::: PROVIDED DATA :::
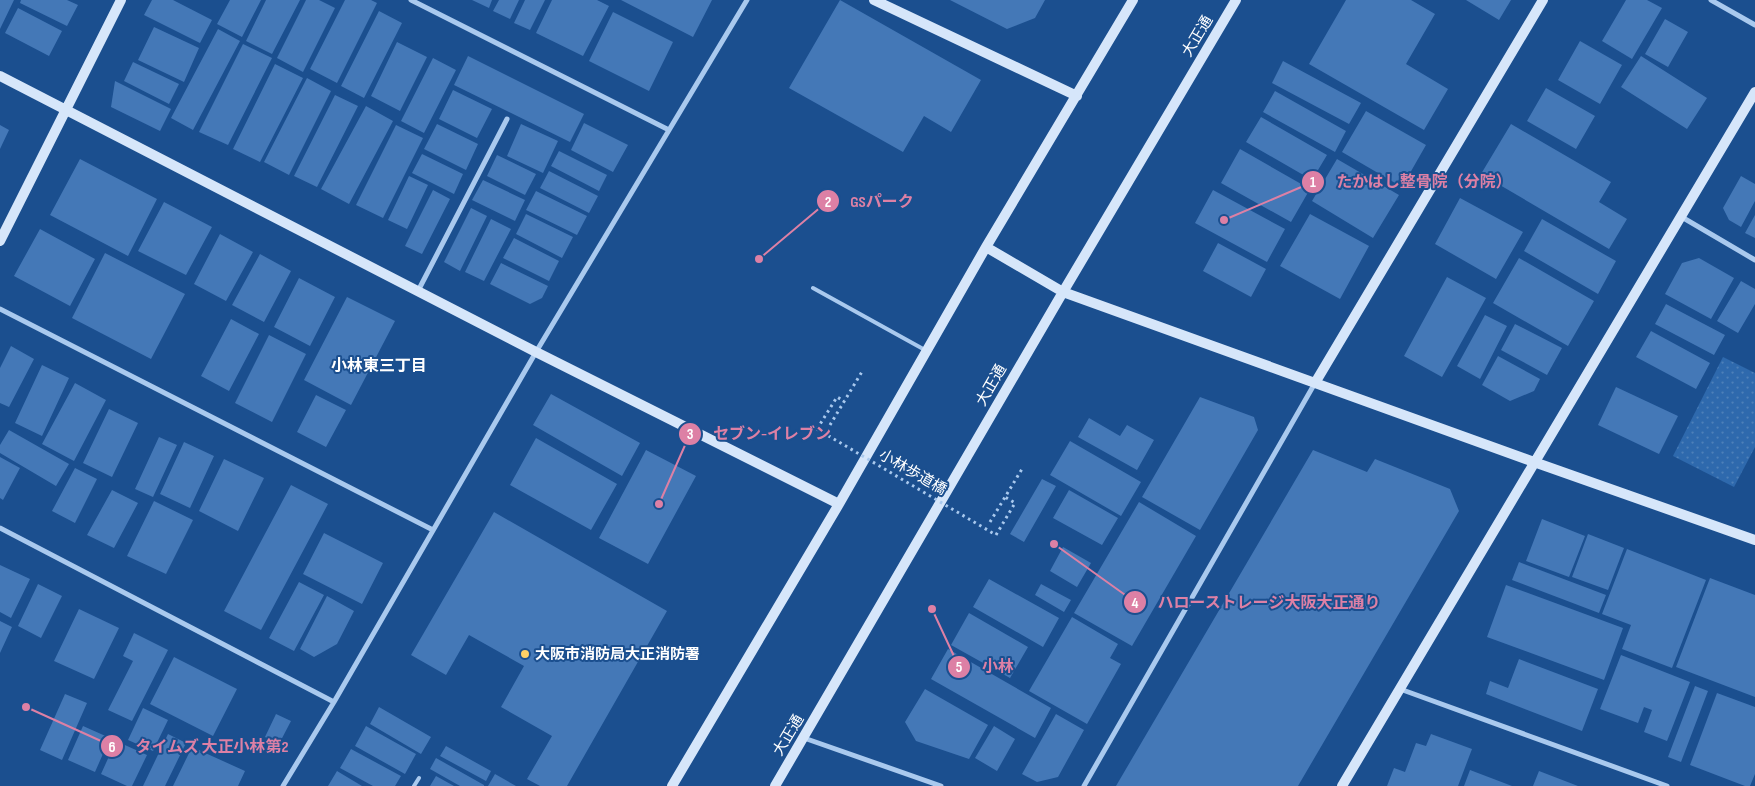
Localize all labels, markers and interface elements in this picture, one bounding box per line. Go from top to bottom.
street label: 大正通 [1178,12,1217,60]
callout: たかはし整骨院（分院） [1301,166,1522,197]
text: 1 [1310,173,1316,192]
text: たかはし整骨院（分院） [1336,173,1512,192]
callout: GSパーク [816,186,924,217]
text: 2 [825,193,831,212]
text: GSパーク [850,193,914,212]
district label: 小林東三丁目 [331,357,427,376]
street label: 大正通 [972,361,1011,409]
callout: セブン-イレブン [678,418,841,449]
text: 3 [687,425,694,444]
text: セブン-イレブン [713,425,831,444]
street label: 小林歩道橋 [876,445,950,499]
callout: ハローストレージ大阪大正通り [1122,587,1391,618]
text: 4 [1132,594,1139,613]
text: ハローストレージ大阪大正通り [1158,594,1380,613]
place label: 大阪市消防局大正消防署 [535,645,700,664]
marker: 大阪市消防局大正消防署 [519,648,531,660]
callout: 小林 [947,651,1024,682]
text: 5 [956,658,963,677]
text: 小林 [982,658,1014,677]
street label: 大正通 [769,711,808,759]
callout: タイムズ 大正小林第2 [100,731,298,762]
text: 6 [108,738,116,757]
text: タイムズ 大正小林第2 [135,738,289,757]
:::
**WHAT YOU SHOULD DO:** Pictures should be left out when the records above are restated exactly.

**TASK SOLUTION:**
Localize all labels, markers and interface elements in this picture, one bounding box per line. Go from top to bottom.
street label: 大正通 [1178,12,1217,60]
callout: たかはし整骨院（分院） [1301,166,1522,197]
text: 1 [1310,173,1316,192]
text: たかはし整骨院（分院） [1336,173,1512,192]
callout: GSパーク [816,186,924,217]
text: 2 [825,193,831,212]
text: GSパーク [850,193,914,212]
district label: 小林東三丁目 [331,357,427,376]
street label: 大正通 [972,361,1011,409]
callout: セブン-イレブン [678,418,841,449]
text: 3 [687,425,694,444]
text: セブン-イレブン [713,425,831,444]
street label: 小林歩道橋 [876,445,950,499]
callout: ハローストレージ大阪大正通り [1122,587,1391,618]
text: 4 [1132,594,1139,613]
text: ハローストレージ大阪大正通り [1158,594,1380,613]
place label: 大阪市消防局大正消防署 [535,645,700,664]
marker: 大阪市消防局大正消防署 [519,648,531,660]
callout: 小林 [947,651,1024,682]
text: 5 [956,658,963,677]
text: 小林 [982,658,1014,677]
street label: 大正通 [769,711,808,759]
callout: タイムズ 大正小林第2 [100,731,298,762]
text: 6 [108,738,116,757]
text: タイムズ 大正小林第2 [135,738,289,757]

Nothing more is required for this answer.